In any case, I’m looking forward to your future articles about the other states on your list!
Bob, we stayed in Cedar City for a few days, using it as a base to explore some of the National Parks. We rented a lovely Airbnb on the property of a nice Utah family. It was small and quaint. St. George, however, is quickly becoming a huge retirement hub. It is a popular due to its location, offering a cooler, more comfortable environment. And yes–it has a large relocation population from California. It would be worth exploring to see first-hand what the vibe is there. Last, our hosts were amazing! We would definitely spend time with them again given the opportunity. However, we are looking at this strictly as a relocation plan because we are desperately trying to find “our tribe” and a new community that we can easily merge into. Finding a community is essential for us. On a side note, we met an amazing older Polish gentleman in Richfield who shared with us that he seeking out a specific property for sale in a strong Latter-day Saints community in Utah. In trying to secure this property, he was turned away, with no follow up on his phone calls, appointments, etc. He communicated that he felt he was denied entry into this neighborhood because he was an outsider and clearly not part of The church. It is sad to say, but apparently the shunning works both ways. Just food for thought—– Thanks again for commenting. We see and read all of your feedback.
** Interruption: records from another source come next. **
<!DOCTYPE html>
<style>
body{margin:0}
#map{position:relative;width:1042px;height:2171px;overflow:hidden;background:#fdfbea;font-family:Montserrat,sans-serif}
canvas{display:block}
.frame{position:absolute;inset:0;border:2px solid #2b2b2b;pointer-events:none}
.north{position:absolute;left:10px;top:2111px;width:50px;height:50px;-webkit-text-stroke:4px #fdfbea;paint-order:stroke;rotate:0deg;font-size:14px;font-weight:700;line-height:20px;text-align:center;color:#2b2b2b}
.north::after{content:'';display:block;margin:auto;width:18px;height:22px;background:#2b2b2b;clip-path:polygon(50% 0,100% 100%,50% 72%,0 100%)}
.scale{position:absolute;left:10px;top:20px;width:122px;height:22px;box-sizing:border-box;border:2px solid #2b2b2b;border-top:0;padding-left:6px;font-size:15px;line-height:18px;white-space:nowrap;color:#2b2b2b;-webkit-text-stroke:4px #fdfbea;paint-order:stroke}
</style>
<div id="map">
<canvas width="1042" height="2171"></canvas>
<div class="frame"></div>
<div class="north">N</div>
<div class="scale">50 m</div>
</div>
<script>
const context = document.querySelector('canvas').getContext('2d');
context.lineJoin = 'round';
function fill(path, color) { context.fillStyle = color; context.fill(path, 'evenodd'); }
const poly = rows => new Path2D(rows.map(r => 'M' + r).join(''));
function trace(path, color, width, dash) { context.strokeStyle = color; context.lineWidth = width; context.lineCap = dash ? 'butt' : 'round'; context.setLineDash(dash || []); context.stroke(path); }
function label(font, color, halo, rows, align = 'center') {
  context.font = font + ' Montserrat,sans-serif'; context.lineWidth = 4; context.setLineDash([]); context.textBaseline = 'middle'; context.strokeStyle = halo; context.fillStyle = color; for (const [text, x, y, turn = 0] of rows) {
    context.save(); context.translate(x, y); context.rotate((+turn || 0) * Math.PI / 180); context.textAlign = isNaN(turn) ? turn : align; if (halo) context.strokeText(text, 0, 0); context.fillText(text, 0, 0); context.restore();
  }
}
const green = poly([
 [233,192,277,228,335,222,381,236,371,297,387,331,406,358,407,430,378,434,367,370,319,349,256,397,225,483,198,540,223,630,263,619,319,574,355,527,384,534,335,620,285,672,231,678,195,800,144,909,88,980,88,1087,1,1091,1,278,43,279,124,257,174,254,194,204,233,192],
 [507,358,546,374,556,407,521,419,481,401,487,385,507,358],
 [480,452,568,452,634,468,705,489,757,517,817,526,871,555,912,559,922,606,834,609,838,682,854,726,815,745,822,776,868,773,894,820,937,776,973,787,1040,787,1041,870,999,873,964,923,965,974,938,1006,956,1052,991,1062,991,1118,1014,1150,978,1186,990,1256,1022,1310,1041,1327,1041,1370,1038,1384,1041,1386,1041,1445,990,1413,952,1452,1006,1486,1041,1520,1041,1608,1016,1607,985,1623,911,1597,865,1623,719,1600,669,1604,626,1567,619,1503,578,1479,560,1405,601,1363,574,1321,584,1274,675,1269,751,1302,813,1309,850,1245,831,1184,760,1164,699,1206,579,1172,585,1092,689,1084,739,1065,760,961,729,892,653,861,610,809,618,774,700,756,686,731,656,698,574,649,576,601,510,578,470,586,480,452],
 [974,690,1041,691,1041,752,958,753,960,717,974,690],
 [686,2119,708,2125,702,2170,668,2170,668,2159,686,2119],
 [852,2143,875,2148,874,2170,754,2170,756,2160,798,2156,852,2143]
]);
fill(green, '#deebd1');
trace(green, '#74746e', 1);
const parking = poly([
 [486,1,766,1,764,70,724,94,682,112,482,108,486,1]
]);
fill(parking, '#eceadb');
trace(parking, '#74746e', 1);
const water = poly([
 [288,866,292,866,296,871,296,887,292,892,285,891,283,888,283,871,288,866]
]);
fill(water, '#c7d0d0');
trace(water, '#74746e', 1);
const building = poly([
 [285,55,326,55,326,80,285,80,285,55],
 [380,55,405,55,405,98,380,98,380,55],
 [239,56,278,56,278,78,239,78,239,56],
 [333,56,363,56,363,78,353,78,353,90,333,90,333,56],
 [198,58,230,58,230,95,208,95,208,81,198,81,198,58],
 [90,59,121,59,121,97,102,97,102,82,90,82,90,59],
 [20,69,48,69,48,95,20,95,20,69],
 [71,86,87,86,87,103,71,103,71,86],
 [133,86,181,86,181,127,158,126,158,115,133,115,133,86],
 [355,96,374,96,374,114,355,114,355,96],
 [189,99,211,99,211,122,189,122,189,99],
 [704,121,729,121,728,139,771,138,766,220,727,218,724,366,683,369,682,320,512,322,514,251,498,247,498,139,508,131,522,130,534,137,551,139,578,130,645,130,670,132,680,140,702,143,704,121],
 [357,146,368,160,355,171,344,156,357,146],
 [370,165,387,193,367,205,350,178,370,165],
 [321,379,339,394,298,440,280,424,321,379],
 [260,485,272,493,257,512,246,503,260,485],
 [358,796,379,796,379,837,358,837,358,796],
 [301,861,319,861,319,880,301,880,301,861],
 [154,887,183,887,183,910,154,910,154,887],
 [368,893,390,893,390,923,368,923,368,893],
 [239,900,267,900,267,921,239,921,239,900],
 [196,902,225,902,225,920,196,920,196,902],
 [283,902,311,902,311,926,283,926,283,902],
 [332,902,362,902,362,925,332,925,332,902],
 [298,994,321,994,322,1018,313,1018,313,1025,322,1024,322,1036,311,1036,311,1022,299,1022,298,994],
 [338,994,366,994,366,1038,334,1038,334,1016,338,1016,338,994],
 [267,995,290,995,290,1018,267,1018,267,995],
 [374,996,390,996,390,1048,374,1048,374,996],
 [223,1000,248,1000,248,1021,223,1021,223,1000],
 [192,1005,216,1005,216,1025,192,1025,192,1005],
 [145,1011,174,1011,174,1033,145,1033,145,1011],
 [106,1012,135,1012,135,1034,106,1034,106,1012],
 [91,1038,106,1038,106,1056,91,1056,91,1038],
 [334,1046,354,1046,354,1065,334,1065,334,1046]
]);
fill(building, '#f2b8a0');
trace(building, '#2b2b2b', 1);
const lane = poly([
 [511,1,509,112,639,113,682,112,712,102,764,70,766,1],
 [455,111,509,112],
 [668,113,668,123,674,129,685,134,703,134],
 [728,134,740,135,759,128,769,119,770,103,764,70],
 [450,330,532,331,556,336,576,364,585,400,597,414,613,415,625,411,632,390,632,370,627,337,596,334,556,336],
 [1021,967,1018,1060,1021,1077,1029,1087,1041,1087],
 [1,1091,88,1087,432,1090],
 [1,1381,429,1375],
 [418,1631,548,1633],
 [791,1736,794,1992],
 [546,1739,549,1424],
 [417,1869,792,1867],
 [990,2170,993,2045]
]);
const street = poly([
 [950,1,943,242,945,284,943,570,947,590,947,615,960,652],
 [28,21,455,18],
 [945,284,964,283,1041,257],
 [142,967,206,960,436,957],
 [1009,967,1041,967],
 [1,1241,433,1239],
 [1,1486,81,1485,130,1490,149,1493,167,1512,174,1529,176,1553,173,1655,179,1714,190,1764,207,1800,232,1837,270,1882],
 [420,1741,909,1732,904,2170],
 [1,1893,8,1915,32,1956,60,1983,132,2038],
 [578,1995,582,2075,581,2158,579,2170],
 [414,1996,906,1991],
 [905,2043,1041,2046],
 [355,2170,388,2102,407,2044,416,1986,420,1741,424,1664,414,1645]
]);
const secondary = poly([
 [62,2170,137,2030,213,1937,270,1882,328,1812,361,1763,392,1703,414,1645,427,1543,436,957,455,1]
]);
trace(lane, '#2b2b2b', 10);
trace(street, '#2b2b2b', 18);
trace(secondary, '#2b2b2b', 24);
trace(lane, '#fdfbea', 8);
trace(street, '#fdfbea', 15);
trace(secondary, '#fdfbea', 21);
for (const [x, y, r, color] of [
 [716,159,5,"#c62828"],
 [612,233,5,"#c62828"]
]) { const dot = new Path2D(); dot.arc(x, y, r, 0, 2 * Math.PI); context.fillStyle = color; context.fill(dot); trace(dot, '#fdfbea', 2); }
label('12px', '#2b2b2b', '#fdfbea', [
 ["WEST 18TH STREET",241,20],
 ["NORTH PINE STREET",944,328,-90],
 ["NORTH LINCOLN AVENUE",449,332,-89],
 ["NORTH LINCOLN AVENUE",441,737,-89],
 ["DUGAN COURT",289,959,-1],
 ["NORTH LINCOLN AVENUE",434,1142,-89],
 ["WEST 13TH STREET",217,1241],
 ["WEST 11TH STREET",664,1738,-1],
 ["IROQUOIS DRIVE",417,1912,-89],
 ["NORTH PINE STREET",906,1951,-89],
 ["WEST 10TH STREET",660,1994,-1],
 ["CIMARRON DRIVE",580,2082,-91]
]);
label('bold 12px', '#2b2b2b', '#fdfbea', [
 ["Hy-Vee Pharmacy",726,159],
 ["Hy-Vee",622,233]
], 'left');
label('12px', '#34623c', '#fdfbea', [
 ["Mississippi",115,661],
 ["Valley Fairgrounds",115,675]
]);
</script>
I find this interesting because I’ve contemplated moving to Utah. Have you ever visited, or have any thoughts about, St. George or perhaps Cedar City. I recall seeing something (on YouTube, I believe) to the effect that people from California are moving to at least the former, driving up prices.
I also recall a comment that if one is not a member of LDS, s/he is somewhat shunned socially. I don’t drink alcohol, so I wouldn’t be at odds with LDS at least on that count. It appears from your video that your hosts accepted you other than not sharing your bottle of wine.